Way was allegedly driving her car through Norfolk, England last Sunday. Maneuvering wasn't, perhaps, so easy as she encountered a 100-mile cycle ride called the Boudicca Sportive.
It seems, though, that she channeled her inner combative Boudicca and asserted herself excessively.
Please don't take my word for it. Take hers on Twitter: "Definitely knocked a cyclist off his bike earlier. I have right of way -- he doesn't even pay road tax!"
Did she offer a hashtag in order to garner a little more support? Of course. It was #Bloodycyclists.
There are times, of course, when cyclists (especially those wearing tight shirts advertising Italian cheese) can themselves be arrogant or even belligerent.

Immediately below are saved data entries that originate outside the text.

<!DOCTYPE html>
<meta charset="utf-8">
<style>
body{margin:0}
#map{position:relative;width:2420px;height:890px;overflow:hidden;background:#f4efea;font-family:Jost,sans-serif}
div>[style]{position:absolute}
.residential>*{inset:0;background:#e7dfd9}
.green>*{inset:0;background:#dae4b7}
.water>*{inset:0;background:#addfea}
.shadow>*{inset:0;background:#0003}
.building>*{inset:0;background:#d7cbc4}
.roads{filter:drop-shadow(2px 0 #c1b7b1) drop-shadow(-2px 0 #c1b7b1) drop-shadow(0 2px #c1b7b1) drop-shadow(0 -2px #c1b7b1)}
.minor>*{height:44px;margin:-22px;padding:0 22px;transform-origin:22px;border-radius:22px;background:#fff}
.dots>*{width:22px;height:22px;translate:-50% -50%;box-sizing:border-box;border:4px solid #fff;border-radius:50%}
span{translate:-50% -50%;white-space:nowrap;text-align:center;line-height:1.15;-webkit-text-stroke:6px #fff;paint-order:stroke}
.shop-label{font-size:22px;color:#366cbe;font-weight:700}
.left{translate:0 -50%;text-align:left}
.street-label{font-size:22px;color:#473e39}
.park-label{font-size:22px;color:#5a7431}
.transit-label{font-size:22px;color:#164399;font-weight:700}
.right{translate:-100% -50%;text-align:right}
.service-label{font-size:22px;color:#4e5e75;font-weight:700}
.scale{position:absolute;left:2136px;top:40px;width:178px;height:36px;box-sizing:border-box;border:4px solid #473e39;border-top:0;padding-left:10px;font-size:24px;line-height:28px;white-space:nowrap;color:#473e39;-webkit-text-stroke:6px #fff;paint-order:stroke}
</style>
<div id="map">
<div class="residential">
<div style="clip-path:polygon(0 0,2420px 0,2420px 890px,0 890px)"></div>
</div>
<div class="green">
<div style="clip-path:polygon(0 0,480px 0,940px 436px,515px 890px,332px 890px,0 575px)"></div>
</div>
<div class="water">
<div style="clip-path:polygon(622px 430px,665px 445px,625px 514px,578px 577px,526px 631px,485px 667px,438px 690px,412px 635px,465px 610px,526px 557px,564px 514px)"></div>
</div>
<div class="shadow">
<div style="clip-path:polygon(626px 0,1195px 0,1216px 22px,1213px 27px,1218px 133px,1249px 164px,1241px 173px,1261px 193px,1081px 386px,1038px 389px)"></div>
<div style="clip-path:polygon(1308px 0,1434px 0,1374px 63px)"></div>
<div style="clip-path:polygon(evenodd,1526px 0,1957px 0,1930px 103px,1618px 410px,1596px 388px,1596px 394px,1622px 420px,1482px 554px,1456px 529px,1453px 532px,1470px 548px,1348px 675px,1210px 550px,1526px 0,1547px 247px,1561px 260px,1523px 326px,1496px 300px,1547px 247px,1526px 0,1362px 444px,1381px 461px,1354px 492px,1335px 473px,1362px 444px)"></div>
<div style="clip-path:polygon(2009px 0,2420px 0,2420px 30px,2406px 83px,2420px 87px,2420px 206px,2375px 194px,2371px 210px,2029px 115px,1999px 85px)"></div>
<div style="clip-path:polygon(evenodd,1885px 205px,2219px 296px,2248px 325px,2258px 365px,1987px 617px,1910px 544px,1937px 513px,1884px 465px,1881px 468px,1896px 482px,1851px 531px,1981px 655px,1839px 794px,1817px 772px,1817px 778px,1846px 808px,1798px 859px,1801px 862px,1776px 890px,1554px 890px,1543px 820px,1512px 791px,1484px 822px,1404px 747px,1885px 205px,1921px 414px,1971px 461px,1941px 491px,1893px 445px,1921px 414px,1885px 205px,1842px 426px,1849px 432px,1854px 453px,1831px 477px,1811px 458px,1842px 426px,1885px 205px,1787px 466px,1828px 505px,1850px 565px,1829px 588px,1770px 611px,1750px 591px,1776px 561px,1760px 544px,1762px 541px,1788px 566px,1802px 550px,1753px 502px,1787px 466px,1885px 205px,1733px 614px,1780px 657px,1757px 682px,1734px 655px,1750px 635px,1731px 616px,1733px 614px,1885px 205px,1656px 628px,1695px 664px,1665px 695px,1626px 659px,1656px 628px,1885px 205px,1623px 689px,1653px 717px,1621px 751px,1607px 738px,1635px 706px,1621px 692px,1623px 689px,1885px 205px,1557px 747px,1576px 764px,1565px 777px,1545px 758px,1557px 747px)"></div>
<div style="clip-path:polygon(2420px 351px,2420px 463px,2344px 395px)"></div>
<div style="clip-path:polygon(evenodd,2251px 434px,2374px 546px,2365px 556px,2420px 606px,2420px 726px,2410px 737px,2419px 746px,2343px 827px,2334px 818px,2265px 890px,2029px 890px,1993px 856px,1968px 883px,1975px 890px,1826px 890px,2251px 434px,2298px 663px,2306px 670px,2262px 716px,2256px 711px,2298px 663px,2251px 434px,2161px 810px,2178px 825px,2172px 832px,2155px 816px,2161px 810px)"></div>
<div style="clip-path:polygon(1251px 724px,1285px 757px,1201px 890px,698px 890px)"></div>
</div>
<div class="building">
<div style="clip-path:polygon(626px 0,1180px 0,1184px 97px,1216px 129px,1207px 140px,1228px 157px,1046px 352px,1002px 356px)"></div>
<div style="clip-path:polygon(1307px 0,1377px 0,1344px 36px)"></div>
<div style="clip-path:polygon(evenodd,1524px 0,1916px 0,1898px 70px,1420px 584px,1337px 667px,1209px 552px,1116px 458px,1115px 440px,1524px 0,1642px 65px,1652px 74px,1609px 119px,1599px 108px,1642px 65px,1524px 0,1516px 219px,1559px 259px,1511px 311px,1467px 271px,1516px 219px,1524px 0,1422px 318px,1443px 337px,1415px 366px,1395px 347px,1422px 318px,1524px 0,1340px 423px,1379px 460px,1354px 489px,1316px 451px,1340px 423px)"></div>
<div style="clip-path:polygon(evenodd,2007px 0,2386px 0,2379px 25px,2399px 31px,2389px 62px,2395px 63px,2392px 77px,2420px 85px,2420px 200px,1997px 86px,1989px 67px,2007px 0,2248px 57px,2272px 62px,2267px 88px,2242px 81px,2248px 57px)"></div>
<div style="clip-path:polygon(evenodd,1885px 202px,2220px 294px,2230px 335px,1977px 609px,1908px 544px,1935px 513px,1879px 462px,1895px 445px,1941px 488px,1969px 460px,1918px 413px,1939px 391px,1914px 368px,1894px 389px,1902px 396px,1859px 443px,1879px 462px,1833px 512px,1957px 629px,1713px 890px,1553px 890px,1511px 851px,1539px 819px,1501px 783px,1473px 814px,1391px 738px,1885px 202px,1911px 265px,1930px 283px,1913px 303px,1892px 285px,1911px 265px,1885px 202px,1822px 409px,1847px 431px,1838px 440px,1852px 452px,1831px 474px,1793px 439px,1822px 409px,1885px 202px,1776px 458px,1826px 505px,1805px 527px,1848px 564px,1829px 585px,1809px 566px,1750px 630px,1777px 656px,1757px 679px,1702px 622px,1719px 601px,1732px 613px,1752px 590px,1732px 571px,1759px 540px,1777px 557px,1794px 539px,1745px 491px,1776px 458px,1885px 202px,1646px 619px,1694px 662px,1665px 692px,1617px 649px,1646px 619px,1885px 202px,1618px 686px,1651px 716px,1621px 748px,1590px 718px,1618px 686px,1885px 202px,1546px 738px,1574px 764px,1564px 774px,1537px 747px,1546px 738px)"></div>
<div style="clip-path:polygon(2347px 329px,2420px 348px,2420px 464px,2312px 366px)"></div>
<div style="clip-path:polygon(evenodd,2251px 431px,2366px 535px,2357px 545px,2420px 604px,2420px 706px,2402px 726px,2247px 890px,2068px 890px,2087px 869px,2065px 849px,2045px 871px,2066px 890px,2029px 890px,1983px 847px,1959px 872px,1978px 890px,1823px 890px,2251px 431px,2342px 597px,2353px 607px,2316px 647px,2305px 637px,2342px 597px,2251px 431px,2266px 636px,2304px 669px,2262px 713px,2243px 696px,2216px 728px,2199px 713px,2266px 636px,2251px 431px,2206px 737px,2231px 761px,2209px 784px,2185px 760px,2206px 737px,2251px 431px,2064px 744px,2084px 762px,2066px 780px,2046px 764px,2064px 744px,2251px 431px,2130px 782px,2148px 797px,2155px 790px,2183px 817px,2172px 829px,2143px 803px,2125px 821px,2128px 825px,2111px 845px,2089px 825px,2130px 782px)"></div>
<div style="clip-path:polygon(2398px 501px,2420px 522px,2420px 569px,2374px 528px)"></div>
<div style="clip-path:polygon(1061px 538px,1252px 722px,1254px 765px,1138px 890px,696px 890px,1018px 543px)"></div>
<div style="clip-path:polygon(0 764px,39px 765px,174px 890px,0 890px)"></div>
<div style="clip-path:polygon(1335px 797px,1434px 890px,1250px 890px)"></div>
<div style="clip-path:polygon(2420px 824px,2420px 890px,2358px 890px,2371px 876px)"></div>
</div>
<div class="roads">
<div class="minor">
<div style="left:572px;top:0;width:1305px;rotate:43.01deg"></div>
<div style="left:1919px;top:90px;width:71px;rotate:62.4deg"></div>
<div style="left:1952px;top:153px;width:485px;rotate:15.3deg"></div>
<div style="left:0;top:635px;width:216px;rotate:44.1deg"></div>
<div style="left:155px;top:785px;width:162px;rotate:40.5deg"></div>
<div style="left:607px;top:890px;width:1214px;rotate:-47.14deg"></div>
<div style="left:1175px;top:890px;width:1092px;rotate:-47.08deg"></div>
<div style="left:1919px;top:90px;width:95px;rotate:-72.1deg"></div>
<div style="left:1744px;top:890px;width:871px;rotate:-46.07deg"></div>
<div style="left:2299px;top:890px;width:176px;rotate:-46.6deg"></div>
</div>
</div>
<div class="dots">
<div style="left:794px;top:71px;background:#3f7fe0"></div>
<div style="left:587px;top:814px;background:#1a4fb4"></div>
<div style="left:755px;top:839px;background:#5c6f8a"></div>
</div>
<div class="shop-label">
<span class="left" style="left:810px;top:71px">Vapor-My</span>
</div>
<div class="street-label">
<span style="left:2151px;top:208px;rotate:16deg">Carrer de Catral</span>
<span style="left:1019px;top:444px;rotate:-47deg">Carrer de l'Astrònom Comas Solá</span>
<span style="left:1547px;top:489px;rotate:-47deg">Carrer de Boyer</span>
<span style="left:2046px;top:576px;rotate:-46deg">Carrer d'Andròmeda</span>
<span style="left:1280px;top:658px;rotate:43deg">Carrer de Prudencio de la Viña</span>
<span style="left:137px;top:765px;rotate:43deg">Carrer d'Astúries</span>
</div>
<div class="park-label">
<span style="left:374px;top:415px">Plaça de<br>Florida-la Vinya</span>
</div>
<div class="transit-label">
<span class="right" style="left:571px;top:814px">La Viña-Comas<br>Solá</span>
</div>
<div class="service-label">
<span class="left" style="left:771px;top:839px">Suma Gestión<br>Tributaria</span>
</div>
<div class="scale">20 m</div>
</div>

In this case, however, the cyclist in question, Toby Hockley, told the BBC that Way didn't stop and couldn't have known whether he was alive or dead.
What is definitely alive, though, is a controversy and possible legal case.
Concerned human beings decided to alert the police to Way's rashtagged tweet. The police tweeted her: "@emmaway20 we have had tweets ref an RTC with a bike. We suggest you report it at a police station ASAP if not done already & then dm us."
One tweeter tried to help the police further by offering a photo that appeared to be from Way's Twitter feed. It was of a car speedometer, its needle at around 95 mph.
More Technically Incorrect
The police confirmed to the Independent that they have been in contact with both Way and Hockley and investigations are continuing. (Way has removed her Twitter account.)
Her employer, accountancy firm Larking Gowan, issued a very serious statement: "Please be assured that this is not a view held by the firm and we most certainly do not condone this behavior."
Because this is a world in which nothing exists unless it's on social media, Hockley took to the rival Facebook to offer his own account.
He wrote: "Oh hi! That was me you hit and FYI, you didn't knock me off, I'm too hard to be hurt by a pissy micra or whatever it was you were driving."
The "micra" would be a reference to the Nissan Micra, which is a small, but very useful car when taken to the narrow streets of England.
Oddly, though, he seemed to contradict himself when speaking to the BBC, offering that he had indeed been thrown from his bike: "She came on to my side of the road. I took the wing mirror off and I went flying off my bike into a hedge. She hit me hard, really hard. I am lucky to be alive. But I managed to get out of the hedge and stand up."